As the article reminds us, "Valenzuela started the season 8-0 with an earned-run average of 0.50..." Further, "No Latino athlete before Valenzuela had been embraced in such a way by the American mainstream."

Looking in detail at Fernando's start to the '81 season via Retrosheet, one can see that he pitched nine innings in each of his first eight starts (all complete games, except for one that went to extra innings). In these games, he gave up 0, 1, 0, 0, 0, 1, 0, and 2 runs. While not striking out batters in stunningly dominant fashion, he did achieve double-digit K's in four of the eight games (10 twice and 11 twice). He averaged just slightly above two walks allowed per game during the stretch.

As the Times article notes, Valenzuela won the 1981 Cy Young and Rookie of the Year awards, plus helped the Dodgers win the World Series that year. However, in his 17 starts following the initial eight, he fell from super-human to merely very good. He pitched nine (or more) innings only five times, had only three double-digit strikeout games (and had three games with three or fewer), and gave up four or more runs in eight games. He remained effective over his final 17 starts at avoiding walks, however, averaging 2.6.

During the 1981 Fernandomania, I was in the spring of my freshman year at UCLA and I can remember people around Los Angeles -- with the Internet, I-Phones, Blackberry devices and the like not yet around -- carrying little transistor radios and even mini-TV sets when Fernando was pitching, to see how he was doing.
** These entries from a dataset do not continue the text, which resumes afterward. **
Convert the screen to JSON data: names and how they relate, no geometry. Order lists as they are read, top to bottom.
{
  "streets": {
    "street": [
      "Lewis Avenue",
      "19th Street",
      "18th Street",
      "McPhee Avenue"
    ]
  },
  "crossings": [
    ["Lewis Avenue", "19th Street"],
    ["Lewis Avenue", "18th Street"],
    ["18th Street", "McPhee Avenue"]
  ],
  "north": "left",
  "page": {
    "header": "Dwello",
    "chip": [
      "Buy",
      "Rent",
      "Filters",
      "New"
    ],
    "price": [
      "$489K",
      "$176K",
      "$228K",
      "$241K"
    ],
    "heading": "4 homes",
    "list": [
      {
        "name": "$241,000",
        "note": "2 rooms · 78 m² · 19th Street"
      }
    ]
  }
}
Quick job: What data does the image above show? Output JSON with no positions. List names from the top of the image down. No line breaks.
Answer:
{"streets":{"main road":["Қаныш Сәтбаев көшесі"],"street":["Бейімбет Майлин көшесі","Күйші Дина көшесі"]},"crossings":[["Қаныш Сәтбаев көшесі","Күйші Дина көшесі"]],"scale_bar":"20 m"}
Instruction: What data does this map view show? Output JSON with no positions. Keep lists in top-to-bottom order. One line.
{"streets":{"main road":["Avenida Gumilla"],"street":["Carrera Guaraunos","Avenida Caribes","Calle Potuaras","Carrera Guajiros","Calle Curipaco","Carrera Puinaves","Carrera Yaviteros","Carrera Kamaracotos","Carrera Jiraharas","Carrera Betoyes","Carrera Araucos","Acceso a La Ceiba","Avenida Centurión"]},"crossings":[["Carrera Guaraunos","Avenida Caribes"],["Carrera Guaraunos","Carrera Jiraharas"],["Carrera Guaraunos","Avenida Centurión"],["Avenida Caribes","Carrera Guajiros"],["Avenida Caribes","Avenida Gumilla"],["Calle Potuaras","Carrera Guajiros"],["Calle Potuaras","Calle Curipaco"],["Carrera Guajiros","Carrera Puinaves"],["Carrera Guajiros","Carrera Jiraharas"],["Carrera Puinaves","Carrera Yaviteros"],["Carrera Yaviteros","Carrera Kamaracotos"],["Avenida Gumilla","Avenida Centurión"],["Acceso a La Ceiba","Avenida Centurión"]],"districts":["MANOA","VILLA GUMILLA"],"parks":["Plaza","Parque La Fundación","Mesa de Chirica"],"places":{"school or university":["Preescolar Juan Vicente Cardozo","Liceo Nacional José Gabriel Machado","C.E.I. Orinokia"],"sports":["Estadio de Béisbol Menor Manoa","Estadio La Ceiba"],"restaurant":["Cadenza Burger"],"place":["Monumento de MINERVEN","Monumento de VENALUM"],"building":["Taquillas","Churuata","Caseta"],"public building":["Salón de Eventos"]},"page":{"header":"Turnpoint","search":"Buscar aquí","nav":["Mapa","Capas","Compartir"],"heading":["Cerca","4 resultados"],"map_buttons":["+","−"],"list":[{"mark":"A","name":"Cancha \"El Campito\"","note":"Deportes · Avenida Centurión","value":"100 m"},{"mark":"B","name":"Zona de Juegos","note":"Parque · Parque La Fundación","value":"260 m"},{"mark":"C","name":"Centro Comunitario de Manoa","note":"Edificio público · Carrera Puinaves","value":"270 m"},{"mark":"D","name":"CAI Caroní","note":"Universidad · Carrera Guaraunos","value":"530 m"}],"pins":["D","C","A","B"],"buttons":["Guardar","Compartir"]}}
I don't recall anything quite like Fernandomania, before or since.

Valenzuela remained with the Dodgers through 1990, typically starting 30 or more games per year. From '91 through '97, he floated around among several other teams (career statistics). He never won another Cy Young Award after '81, but three times finished in the top five in the voting (1982, '85, and '86).

It is interesting to speculate on what Valenzuela's historical legacy would have been, if everything in his 17-year major-league career (he was not on an MLB roster in '92) had gone exactly as it did -- except for those first eight starts of 1981 when he had a hot hand. With his career longevity, plus his high finishes in Cy Young voting in selected seasons, Fernando certainly would have gone down as one of the better pitchers of his generation. But would his career still have reached the exalted status it did, which resulted in the term Fernandomania still resonating with millions of fans 30 years later?